- LISTED ENTRIES -
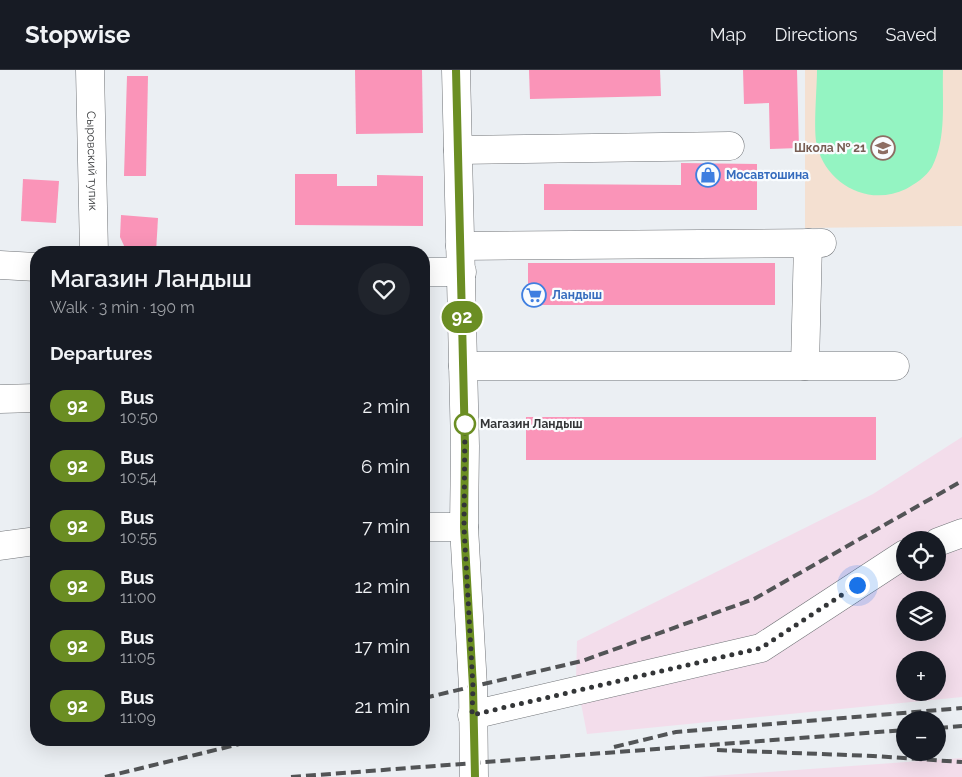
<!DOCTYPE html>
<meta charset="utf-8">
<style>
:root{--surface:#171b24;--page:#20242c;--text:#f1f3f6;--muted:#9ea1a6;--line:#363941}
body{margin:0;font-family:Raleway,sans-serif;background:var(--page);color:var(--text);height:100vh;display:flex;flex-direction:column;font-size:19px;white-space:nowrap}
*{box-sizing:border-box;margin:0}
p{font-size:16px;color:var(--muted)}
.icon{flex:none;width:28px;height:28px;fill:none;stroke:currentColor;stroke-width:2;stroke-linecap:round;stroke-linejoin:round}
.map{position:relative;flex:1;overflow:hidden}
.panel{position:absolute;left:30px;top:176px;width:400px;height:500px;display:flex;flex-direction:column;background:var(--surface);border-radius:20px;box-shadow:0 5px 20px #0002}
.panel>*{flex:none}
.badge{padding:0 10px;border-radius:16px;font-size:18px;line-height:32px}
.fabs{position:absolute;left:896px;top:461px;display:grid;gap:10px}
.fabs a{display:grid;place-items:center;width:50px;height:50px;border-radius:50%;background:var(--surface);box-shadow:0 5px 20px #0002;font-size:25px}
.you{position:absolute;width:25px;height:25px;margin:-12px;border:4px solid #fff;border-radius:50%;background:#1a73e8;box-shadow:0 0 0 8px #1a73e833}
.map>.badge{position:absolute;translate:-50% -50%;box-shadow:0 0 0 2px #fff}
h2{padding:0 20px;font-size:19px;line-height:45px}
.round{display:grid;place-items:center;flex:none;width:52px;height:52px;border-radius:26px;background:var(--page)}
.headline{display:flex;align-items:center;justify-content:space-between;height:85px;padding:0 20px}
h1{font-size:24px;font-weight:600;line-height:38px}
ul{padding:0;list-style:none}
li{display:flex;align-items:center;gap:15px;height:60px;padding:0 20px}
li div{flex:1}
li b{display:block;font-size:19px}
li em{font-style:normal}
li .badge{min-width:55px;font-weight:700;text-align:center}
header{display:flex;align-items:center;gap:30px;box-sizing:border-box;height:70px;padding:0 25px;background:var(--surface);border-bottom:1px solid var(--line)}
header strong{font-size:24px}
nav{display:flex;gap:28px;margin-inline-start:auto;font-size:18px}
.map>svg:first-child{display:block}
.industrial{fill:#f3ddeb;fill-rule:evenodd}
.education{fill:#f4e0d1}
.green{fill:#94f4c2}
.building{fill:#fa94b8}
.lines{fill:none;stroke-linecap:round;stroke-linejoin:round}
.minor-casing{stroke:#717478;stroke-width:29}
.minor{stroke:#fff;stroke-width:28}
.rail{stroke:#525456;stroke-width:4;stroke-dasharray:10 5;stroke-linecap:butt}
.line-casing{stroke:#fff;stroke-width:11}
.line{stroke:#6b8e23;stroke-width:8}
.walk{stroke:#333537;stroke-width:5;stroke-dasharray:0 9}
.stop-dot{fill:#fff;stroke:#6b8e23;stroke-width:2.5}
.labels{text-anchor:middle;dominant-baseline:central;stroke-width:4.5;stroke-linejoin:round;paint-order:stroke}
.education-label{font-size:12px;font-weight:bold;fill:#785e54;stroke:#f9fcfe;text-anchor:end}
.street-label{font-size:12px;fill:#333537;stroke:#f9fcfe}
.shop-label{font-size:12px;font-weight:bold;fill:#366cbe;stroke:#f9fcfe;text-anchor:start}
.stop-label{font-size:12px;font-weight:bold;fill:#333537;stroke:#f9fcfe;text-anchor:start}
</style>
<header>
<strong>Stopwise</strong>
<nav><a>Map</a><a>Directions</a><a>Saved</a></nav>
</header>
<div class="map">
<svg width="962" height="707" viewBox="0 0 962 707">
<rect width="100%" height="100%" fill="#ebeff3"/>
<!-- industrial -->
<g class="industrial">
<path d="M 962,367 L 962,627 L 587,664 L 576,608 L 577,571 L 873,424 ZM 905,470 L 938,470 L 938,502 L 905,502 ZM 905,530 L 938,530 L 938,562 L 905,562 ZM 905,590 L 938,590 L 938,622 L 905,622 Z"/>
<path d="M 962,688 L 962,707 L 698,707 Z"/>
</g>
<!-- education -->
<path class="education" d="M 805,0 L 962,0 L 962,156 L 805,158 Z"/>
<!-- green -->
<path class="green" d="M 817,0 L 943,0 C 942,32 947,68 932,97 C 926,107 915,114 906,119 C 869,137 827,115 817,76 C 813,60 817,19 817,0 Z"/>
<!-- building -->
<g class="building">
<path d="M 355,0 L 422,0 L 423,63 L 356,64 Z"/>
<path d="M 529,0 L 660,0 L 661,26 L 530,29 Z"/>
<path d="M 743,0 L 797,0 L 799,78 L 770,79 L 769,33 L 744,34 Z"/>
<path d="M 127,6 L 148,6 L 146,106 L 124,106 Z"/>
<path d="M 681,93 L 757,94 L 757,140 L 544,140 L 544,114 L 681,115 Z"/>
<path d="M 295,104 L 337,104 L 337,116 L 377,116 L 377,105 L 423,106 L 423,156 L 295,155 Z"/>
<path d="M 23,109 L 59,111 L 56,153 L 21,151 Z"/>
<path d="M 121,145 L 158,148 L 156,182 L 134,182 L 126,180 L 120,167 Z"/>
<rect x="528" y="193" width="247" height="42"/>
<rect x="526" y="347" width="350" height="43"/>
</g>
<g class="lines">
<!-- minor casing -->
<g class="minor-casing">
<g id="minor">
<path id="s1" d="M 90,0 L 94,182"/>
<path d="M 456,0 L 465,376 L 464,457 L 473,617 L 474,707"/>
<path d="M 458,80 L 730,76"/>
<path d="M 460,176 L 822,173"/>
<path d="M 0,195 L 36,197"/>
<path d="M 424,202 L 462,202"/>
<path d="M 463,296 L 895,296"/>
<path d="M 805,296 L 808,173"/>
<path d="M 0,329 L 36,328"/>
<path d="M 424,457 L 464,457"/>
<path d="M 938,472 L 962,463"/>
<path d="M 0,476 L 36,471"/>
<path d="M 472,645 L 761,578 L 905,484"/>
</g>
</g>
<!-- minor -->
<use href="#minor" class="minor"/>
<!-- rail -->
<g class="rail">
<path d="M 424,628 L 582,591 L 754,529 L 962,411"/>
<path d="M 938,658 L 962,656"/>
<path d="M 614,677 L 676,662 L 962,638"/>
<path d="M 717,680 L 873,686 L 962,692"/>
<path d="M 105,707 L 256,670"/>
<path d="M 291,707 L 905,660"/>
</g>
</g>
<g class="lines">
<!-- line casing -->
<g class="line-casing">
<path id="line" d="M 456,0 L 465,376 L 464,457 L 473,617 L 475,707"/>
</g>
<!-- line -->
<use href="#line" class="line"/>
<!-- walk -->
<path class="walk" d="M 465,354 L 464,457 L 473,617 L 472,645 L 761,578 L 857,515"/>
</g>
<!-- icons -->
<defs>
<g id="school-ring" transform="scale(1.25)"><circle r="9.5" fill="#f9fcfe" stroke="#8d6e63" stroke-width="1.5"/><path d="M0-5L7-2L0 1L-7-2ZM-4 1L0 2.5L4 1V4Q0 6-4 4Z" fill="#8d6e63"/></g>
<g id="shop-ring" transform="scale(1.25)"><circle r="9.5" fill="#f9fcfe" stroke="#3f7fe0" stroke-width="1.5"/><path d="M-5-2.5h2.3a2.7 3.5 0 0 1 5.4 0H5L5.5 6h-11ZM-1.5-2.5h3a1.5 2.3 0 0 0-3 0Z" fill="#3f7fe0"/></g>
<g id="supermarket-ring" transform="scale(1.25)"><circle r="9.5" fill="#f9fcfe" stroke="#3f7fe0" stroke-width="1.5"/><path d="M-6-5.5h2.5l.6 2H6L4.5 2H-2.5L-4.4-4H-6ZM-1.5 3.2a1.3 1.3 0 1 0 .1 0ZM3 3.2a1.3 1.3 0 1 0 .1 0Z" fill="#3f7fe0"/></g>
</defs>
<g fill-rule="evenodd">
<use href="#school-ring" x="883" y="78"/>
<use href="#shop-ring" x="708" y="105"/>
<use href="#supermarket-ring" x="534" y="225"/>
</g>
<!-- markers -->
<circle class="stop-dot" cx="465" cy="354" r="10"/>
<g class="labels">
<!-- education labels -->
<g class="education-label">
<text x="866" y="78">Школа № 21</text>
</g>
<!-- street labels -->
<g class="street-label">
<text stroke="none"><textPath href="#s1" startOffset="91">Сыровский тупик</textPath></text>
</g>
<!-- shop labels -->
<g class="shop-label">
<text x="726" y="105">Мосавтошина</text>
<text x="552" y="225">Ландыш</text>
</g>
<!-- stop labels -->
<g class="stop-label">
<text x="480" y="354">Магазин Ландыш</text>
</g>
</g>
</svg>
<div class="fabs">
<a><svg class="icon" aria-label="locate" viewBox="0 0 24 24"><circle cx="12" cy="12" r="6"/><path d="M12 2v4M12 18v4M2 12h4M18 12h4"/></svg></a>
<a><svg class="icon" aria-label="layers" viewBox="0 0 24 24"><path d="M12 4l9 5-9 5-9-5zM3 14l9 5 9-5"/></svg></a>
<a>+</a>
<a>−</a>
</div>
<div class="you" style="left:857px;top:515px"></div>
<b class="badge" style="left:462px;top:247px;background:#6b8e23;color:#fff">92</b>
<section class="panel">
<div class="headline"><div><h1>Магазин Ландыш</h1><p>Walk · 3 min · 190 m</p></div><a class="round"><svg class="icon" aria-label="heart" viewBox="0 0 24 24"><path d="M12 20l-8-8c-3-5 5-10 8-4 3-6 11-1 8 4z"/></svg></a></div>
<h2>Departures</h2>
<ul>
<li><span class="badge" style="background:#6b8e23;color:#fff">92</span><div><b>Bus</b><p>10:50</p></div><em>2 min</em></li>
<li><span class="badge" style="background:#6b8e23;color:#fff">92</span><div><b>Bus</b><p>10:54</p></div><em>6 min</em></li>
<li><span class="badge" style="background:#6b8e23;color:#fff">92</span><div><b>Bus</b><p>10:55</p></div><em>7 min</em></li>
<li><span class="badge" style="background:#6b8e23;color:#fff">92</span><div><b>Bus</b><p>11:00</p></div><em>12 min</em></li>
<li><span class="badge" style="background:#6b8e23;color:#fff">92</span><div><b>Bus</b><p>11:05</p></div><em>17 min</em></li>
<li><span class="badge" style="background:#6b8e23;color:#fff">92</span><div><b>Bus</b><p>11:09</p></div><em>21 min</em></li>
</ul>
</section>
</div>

--

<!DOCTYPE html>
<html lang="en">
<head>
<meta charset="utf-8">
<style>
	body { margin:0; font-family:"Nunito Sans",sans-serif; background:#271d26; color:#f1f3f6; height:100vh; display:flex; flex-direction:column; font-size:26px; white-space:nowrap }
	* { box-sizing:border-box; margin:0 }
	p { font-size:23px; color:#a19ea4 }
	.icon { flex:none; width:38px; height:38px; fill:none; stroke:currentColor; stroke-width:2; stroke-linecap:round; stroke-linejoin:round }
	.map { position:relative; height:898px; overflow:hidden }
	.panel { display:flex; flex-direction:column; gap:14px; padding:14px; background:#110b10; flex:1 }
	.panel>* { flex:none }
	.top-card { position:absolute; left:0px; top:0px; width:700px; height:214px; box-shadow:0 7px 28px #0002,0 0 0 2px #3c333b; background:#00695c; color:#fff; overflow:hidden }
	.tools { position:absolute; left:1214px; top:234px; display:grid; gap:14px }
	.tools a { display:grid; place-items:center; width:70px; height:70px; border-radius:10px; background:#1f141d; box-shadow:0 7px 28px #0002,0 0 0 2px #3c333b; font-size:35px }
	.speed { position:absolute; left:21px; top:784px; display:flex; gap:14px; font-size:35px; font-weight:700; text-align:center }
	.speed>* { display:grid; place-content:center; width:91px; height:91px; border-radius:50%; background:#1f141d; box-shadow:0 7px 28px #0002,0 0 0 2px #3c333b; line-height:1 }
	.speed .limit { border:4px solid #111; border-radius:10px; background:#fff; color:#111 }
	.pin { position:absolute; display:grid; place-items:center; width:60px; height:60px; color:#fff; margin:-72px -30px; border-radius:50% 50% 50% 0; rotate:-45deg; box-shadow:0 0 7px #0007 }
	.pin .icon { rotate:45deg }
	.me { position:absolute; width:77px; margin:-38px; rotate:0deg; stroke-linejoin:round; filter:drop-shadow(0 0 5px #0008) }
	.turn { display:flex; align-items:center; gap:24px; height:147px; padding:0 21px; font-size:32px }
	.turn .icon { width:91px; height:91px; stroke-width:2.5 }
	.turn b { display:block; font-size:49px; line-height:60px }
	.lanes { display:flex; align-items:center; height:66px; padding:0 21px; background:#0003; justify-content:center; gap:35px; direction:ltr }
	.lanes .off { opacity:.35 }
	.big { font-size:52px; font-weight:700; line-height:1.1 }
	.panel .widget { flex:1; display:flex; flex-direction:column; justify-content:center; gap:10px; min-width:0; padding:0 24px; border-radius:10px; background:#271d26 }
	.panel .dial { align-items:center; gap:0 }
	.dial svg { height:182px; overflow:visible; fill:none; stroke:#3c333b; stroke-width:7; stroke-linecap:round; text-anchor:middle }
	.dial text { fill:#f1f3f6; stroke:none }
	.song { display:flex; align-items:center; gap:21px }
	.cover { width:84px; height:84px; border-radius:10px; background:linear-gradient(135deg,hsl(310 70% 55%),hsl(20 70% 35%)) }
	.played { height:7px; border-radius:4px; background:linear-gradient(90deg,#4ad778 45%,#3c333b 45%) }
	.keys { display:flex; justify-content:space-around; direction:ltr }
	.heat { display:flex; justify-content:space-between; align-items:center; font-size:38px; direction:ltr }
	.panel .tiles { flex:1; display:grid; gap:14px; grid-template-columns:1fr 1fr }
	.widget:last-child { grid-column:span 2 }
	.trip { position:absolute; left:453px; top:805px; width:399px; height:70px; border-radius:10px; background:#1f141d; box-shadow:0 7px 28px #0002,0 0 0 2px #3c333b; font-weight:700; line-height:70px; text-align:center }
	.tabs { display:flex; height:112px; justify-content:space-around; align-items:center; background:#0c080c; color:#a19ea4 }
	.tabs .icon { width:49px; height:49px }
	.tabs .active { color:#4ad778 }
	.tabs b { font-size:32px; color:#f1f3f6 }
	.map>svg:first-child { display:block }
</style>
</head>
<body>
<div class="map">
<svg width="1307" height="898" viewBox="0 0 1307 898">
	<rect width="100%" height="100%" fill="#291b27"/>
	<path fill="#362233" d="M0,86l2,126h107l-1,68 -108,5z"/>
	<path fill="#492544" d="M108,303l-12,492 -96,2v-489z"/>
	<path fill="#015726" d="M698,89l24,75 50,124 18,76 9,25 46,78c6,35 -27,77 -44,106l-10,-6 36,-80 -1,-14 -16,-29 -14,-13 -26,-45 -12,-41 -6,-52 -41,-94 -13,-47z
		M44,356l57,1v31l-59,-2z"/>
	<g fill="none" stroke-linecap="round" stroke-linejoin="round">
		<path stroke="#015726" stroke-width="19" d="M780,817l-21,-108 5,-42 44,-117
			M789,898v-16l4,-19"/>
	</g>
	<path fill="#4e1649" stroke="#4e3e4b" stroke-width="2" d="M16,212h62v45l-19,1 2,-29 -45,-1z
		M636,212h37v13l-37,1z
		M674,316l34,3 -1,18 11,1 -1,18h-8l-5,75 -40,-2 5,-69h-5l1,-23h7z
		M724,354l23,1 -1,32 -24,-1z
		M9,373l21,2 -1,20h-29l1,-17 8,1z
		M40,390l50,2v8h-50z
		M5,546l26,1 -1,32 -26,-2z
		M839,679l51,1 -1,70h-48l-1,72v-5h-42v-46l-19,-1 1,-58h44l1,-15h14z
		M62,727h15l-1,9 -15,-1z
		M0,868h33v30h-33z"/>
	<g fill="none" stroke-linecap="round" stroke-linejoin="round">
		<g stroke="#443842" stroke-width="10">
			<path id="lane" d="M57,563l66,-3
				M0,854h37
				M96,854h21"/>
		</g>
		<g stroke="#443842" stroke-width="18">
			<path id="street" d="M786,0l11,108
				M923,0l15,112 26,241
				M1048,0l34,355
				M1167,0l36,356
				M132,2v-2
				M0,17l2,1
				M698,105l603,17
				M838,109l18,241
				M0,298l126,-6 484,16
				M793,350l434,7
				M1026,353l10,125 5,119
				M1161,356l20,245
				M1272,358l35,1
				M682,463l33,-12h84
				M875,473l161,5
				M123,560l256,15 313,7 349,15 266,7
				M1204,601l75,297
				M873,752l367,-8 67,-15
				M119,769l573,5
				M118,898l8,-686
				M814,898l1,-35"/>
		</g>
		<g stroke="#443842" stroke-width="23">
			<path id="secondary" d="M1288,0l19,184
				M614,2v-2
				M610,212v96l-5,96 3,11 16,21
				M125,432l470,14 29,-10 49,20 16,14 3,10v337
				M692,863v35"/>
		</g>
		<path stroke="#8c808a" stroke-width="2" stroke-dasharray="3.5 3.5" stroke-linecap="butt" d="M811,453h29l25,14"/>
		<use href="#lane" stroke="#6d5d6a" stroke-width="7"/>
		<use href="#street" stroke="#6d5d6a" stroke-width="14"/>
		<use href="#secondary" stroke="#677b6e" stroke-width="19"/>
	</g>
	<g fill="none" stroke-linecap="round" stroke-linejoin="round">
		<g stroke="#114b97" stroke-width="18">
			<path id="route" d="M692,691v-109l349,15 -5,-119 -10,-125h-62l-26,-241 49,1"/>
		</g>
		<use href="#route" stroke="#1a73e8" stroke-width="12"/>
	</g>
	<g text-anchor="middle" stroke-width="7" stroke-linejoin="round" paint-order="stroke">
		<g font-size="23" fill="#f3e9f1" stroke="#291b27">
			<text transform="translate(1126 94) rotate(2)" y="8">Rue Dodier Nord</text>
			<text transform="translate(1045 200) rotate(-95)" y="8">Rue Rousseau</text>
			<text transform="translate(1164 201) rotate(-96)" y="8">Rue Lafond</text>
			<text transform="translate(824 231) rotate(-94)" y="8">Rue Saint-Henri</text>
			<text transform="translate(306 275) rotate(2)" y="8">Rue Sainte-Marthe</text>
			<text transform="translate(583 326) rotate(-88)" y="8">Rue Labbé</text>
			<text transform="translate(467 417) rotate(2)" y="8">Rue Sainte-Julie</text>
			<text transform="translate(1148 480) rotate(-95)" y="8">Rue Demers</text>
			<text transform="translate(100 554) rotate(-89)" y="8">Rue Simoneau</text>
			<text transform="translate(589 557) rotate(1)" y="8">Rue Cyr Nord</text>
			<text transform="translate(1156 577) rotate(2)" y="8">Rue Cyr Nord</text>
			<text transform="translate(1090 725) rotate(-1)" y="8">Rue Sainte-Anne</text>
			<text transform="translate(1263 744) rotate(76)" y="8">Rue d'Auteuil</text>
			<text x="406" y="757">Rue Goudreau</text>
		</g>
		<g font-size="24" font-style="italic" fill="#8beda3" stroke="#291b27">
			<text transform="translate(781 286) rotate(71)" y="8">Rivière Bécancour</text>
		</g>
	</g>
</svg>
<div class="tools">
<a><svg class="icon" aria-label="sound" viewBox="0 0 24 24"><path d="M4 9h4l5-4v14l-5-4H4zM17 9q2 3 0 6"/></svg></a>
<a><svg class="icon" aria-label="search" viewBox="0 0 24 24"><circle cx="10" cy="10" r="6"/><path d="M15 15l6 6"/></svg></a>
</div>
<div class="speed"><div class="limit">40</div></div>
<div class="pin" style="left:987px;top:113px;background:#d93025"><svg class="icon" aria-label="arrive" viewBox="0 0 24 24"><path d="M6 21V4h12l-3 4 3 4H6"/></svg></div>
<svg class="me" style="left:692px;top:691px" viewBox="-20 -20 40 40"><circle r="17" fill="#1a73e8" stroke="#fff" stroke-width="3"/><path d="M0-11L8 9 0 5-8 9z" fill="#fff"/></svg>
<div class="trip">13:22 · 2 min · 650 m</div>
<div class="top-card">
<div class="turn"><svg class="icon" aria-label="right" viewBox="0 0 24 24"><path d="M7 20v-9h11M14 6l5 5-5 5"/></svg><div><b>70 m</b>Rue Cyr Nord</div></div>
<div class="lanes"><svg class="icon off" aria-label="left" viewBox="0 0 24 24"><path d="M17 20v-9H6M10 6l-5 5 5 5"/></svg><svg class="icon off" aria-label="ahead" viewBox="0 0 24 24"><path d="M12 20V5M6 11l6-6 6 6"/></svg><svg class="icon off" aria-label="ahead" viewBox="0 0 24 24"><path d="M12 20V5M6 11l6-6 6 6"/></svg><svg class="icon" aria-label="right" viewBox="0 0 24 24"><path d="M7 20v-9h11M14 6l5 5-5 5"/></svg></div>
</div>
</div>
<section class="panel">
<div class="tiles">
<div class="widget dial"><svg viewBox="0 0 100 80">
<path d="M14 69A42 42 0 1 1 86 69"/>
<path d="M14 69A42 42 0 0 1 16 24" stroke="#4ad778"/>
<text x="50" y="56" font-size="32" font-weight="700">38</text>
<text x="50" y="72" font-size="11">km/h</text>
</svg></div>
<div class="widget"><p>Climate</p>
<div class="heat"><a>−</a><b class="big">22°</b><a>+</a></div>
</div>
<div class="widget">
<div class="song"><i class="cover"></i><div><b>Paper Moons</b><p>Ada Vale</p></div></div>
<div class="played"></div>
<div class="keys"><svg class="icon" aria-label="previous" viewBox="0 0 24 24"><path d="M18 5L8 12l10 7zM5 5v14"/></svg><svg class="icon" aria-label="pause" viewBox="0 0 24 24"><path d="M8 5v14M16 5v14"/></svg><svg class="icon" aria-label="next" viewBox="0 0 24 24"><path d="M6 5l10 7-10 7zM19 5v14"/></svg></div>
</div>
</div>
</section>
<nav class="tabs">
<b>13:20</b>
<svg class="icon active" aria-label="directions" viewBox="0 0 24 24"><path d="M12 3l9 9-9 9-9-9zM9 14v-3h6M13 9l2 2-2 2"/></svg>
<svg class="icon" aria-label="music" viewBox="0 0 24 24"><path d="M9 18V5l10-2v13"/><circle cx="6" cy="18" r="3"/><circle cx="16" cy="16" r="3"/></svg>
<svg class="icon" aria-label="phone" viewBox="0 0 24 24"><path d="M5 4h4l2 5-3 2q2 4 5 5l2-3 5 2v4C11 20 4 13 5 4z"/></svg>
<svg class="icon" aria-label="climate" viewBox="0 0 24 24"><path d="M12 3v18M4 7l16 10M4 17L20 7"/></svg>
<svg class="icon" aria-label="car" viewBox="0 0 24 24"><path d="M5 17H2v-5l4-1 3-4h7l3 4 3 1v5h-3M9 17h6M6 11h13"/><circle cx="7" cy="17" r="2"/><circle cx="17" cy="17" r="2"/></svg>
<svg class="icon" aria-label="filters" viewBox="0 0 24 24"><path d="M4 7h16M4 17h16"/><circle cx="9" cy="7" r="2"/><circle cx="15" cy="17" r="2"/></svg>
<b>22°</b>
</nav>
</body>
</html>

- TASK -
Search the records above for the string "played". Copy every line that contains it.

- ANSWER FOR THIS EXERCISE -
	.played { height:7px; border-radius:4px; background:linear-gradient(90deg,#4ad778 45%,#3c333b 45%) }
<div class="played"></div>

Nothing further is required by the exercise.